Sim, precisa. A comida, que foi feita por Felipe, seu irmão, estava simples – e deliciosa. Começamos com uma salada nas cores da bandeira italiana
composta de folhas, pequenos tomates e uma burratta impecável, com molho básico denotando conhecimento da mistura dos elementos. Prato principal – uma massa recheada de abóbora (que adoro!) com azeite de trufas , pinhole e lascas de grana padano. Comida feita na hora


(como demonstram as fotos acima), o cheiro se espalhando da cozinha aberta para a sala aguçando os sentidos e  o papo rolando solto à mesa, em noite que promete ser repetida, visto a sintonia das pessoas (outro quesito importante na hora de organizar um jantar ou festa). Terminou com um sorvete com calda e biscoito,
“montado” pelo dono da casa, que, se não tem os dotes culinários do irmão, esbanja em simpatia e atenção para suprir esta deficiência.
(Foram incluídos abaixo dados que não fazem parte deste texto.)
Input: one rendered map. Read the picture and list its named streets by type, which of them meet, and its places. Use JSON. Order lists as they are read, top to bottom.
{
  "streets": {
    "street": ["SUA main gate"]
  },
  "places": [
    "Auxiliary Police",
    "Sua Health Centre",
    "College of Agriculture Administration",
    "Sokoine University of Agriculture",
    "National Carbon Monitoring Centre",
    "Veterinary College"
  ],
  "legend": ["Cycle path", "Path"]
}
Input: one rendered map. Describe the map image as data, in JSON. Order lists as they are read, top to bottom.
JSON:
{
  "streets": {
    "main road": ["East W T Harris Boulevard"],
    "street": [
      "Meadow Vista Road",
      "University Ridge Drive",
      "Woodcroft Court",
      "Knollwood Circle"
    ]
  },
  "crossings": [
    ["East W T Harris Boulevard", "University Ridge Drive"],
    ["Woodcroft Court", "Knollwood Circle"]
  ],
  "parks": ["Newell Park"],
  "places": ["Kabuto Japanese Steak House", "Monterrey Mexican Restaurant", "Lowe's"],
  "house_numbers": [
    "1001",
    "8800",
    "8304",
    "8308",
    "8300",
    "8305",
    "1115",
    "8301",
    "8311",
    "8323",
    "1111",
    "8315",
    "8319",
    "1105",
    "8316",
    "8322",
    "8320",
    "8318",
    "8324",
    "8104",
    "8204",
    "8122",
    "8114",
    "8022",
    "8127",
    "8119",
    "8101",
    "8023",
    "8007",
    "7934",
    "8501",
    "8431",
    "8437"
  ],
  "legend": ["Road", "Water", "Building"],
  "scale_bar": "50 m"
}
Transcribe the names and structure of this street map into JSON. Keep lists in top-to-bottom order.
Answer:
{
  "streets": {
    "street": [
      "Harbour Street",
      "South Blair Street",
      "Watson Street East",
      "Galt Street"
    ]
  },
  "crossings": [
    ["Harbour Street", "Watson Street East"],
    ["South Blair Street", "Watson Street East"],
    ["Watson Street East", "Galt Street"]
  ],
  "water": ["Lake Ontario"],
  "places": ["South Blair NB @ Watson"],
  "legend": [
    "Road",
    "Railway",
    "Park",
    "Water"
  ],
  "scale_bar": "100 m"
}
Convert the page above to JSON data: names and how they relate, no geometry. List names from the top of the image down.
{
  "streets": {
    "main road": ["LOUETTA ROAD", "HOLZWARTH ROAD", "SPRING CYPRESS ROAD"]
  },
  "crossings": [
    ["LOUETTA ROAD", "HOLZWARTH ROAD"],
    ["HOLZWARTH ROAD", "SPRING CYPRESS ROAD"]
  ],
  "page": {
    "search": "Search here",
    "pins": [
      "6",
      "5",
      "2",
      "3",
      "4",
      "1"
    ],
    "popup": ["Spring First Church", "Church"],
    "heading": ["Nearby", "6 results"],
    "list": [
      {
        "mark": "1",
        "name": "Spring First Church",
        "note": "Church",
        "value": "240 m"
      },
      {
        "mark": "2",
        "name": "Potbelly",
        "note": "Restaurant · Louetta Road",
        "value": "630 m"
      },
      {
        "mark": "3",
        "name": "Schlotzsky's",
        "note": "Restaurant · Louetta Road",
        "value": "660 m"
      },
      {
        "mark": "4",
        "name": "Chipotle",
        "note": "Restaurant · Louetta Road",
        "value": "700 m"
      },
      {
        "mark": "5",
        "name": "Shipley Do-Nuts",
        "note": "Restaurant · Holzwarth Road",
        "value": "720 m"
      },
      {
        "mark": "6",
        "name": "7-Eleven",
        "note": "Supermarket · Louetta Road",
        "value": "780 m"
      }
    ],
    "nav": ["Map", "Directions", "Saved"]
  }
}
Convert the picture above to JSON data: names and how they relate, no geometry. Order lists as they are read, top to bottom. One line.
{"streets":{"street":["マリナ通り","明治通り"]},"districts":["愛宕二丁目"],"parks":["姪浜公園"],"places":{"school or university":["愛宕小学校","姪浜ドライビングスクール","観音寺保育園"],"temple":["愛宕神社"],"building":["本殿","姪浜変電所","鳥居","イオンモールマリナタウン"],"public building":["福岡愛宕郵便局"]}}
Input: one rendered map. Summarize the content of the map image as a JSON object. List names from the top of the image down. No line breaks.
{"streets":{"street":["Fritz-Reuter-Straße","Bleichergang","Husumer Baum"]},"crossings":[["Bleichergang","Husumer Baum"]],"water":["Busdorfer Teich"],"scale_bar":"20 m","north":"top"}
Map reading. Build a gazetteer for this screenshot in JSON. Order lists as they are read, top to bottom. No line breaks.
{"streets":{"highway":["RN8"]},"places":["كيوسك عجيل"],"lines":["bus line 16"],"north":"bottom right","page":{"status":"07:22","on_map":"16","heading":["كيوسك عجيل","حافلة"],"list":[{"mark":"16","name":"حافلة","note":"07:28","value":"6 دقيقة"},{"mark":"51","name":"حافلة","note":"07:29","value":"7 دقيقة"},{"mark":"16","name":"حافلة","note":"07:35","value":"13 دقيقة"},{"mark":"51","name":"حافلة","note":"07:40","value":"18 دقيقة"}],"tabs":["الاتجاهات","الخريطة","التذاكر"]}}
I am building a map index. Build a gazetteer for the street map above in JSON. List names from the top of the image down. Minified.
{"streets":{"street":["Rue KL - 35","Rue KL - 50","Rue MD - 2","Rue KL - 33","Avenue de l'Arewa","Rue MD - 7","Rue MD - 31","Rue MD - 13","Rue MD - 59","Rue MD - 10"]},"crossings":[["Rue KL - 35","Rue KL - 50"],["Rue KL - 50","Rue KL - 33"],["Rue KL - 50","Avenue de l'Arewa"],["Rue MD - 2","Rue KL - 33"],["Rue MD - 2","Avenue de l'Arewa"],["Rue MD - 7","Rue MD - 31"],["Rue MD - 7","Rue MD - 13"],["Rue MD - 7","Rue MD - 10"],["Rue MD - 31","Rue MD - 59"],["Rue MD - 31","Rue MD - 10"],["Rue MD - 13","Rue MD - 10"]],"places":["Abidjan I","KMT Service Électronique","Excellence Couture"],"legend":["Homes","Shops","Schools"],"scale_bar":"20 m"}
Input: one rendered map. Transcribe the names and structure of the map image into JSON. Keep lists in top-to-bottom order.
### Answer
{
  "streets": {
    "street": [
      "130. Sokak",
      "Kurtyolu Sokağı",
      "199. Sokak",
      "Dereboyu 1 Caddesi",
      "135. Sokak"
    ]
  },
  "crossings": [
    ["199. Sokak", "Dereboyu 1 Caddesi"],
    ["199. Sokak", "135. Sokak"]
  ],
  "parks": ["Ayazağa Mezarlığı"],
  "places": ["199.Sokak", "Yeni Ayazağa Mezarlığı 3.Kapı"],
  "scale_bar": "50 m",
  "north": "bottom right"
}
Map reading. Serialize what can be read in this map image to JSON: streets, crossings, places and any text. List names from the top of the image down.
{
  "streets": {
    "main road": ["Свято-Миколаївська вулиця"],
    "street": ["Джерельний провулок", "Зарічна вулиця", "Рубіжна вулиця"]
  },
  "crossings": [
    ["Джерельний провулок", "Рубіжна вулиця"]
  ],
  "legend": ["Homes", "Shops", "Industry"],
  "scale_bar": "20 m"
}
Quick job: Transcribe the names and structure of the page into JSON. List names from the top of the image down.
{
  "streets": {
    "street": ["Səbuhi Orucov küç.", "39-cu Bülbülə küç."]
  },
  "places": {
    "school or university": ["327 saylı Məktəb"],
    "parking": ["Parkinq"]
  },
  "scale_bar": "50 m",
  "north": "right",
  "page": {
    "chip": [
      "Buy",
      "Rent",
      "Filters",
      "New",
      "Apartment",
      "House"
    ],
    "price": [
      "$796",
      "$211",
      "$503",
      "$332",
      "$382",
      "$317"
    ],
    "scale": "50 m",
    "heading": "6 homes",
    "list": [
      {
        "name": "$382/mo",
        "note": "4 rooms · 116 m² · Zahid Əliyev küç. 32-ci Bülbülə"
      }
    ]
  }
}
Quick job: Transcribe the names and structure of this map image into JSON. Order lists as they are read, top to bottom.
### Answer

Cada um escolheu sem tipo de café para terminar a noite (o meu era fooooorte, o que foi ótimo para fazer com que eu conseguisse chegar ileso em casa apesar da alta dosagem etílica), e voltamos para casa recheados de boa comida, carinho e atenção.
Ah, e o Pogo do título deste post? Um simpático bulldog, educado e extremamente afável apesar de sua aparência um tantinho agressiva, que passeou entre os convidados com muita fleugma e charme, mas escolheu Eduardo para demonstrar sua paixão, literalmente – apesar dos protestos dos donos, coroando esta noite com o elemento que faltava:  a paixão, irrefreável, incontrolável e explícita.
(Pogo deprimido pela paixão não correspondida...)
E, em homenagem ao autor da cena mais romântica da noite...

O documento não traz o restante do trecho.